En el ideal que nutre los discursos del 10 de mayo la madre es la mujer que encarna un amor incondicional hacia sus hijas/os. Generosa, entregada, desprendida, sacrificada, dispuesta a renunciar a sí misma en aras del bienestar de su prole. No hay mujer en este mundo que esté en posibilidades de responder a una exigencia semejante. No sin grandes dosis de infelicidad ¿y cobranza?. En este contexto de idealización resulta difícil hablar de las madres de la realidad, tan distintas las unas de las otras. Las madres “lo suficientemente buenas” –como decía el piscoanalista Donald Winnicot– que aman de manera leal y cotidiana sin sentirse dispuestas a inmolarse. ¿Quién dijo que inmolarse es una manera sana de amar? Las madres que saben que fallan, las que saben que se equivocan, las que aprenden a conversar con sus hijas/os, las que están dispuestas a cuestionarse y a cambiar. Las que reconocen que la maternidad es un continuo movimiento porque la vida y los vínculos no se estancan. En el contexto de la “perfección” irrealizable y con tanta frecuencia insana, es todo un tabú hablar de lo que sería el polo opuesto del ideal: las madres crueles. Las mujeres que cargan consigo historias de vida que no les permiten amar a sus hijos, en tantísimas circunstancias, ni siquiera ofrecerles el más básico respeto a su integridad.
Quisiera indagar, sobre todo, a aquellas que podríamos llamar “las devotas madres crueles”. Las que –desde una helada distancia– cumplen con sus “deberes”. Las que no tuvieron la oportunidad y/o el deseo de analizar sus propias circunstancias y para quienes la “perfección” se convirtió en la defensa contra sus fantasmas interiores. Esas madres que son las juezas implacables de sus hijas/os, las que no pueden entender que la crianza implicaría –necesariamente– reconocerlas/os como personas y no como prótesis. Madres que repiten las crueldades de sus propias crianzas. El andamiaje de sobredosis narcisista que las protegió ante sus figuras parentales igualmente implacables las ciega. ¿Si ellas se sometieron al Gran Otro, cómo concebirían el menor atisbo de libertad para sus hijas/os?
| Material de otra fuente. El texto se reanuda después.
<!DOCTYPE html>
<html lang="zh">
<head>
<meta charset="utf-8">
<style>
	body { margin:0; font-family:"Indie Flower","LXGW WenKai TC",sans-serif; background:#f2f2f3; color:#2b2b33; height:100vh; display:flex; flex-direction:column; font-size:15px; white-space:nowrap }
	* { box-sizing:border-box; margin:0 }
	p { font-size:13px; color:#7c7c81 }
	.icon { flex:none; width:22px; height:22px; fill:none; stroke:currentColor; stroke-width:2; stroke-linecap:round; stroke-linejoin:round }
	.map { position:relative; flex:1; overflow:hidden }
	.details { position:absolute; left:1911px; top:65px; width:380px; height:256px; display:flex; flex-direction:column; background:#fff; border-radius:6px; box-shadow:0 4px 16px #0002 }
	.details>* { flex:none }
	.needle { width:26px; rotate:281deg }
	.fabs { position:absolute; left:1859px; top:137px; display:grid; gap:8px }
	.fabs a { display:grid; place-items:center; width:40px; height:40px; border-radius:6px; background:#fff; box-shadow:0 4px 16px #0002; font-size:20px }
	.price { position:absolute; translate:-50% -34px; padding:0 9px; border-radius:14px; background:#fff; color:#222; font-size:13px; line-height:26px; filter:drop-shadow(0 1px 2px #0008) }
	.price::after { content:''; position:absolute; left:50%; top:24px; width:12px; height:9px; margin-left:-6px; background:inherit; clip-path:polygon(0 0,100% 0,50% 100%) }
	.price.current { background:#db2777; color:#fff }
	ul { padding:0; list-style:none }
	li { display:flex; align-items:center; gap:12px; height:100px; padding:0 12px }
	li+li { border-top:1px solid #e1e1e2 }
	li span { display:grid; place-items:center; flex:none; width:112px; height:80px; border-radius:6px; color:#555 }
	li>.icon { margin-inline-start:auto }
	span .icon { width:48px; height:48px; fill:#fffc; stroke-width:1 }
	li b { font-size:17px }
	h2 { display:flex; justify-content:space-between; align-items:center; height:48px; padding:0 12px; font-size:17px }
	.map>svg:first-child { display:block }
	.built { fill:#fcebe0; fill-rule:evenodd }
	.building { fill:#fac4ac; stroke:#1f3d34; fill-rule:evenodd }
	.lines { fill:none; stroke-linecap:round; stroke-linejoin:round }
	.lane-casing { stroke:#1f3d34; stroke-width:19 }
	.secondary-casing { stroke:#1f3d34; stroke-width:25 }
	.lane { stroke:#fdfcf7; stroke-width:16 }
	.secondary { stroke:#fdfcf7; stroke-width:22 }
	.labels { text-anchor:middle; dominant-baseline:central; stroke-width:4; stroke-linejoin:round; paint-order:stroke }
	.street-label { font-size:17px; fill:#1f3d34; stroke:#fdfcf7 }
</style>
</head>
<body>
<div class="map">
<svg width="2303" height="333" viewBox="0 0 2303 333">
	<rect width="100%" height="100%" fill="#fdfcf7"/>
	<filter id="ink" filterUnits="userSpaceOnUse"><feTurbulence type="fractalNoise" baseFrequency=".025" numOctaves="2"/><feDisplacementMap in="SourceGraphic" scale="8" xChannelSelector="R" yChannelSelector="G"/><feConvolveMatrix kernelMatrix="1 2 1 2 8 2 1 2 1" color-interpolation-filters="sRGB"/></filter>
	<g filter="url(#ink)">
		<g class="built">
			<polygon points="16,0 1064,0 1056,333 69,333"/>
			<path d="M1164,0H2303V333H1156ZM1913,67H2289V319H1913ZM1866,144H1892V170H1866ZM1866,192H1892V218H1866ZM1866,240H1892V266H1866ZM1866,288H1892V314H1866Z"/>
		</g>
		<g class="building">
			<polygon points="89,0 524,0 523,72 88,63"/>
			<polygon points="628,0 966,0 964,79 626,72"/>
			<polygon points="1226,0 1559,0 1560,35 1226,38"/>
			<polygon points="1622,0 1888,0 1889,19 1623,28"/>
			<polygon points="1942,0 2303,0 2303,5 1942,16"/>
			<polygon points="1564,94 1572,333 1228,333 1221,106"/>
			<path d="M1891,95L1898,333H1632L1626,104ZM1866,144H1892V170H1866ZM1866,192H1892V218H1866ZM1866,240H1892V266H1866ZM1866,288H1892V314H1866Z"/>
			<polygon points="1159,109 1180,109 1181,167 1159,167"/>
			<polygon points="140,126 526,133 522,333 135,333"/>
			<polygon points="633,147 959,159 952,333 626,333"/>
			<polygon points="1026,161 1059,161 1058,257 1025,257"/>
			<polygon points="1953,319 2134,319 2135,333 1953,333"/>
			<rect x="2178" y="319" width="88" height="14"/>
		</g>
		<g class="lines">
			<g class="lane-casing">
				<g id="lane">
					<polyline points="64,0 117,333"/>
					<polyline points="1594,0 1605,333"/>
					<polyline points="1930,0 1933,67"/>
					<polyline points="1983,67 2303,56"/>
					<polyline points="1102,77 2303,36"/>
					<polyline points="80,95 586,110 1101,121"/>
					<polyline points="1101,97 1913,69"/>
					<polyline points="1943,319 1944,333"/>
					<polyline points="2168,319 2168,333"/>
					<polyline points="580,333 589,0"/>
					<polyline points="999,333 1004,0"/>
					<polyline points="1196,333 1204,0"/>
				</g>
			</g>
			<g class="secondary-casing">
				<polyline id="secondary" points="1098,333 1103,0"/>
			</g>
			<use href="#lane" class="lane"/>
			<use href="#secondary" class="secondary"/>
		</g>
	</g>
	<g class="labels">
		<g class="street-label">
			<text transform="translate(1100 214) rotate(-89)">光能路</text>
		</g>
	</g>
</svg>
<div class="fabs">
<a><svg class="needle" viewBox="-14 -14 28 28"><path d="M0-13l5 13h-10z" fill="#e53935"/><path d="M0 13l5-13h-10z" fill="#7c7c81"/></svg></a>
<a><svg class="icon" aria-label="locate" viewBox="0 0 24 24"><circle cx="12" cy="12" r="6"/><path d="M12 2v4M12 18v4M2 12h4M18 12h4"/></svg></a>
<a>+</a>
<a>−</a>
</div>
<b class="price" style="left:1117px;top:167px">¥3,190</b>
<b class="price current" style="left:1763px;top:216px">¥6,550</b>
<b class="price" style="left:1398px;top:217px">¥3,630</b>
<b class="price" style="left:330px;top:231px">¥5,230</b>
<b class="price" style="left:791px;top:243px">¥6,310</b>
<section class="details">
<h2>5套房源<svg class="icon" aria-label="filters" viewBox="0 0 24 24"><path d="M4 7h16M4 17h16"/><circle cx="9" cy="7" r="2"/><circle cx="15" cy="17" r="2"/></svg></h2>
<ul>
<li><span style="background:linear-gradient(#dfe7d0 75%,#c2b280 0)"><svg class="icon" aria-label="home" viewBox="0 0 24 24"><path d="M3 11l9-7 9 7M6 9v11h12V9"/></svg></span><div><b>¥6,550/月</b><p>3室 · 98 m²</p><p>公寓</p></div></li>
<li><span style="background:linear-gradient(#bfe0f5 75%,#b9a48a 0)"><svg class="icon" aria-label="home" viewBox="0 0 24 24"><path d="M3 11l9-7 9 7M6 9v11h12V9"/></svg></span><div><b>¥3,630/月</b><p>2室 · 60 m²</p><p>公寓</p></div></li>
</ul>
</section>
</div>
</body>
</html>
La rivalidad que la madre “devotamente cruel” puede sentir hacia su hija es feroz. A ella no le gusta su vida, esa juventud de la hija que significa un futuro aún abierto a las oportunidades la llena de ira. Es más fuerte que ella, ¿tal vez en algún lugar remoto querría ser distinta? No se permite ni siquiera pensarlo, se derrumbaría. Colocar en su hija todos los defectos imaginables, degradarla, romperla, la mantiene viva. Hay algo de lo que tiene que estar segura: ella ocupa el espacio luminoso de la virtud, para reafirmarlo cada día necesita una antagonista. La hija encarnará todos los males. Para ella sentirse sana, la hija tiene que estar “enferma”. Su “grandeza” es directamente proporcional a la vileza de esa personita que muy pronto en la vida aprende que es un ser indeseable y dañino y que debe vivir con un miedo enorme de sí misma.
Sentir que una es un peligro para sí misma y para otres es una convicción difícil de trabajar, para comenzar, porque no siempre es una amenaza consciente. Detectarla implica una segunda complicación: atreverse a analizar a la madre de la realidad, no a la que ella nos cuenta que es, no a la que quisiéramos que hubiera sido, no a la que la cultura ensalza en apologías sin pies ni cabeza, sino a aquella con la que nos despertábamos cada día, atrapadas en su odio y en su ira. Cuando una niña crece con el: “soy infeliz por tu culpa”, le cuesta dilucidar que esa infelicidad de la madre que ahogaba a la entera familia no es, nunca fue su responsabilidad. La desdicha de la madre puede hacer anegar una vida en la culpabilidad. Es importante saberlo, asumirlo. Es importante lograr vivir en un más allá de la autodestrucción aprendida. Lograr vivir.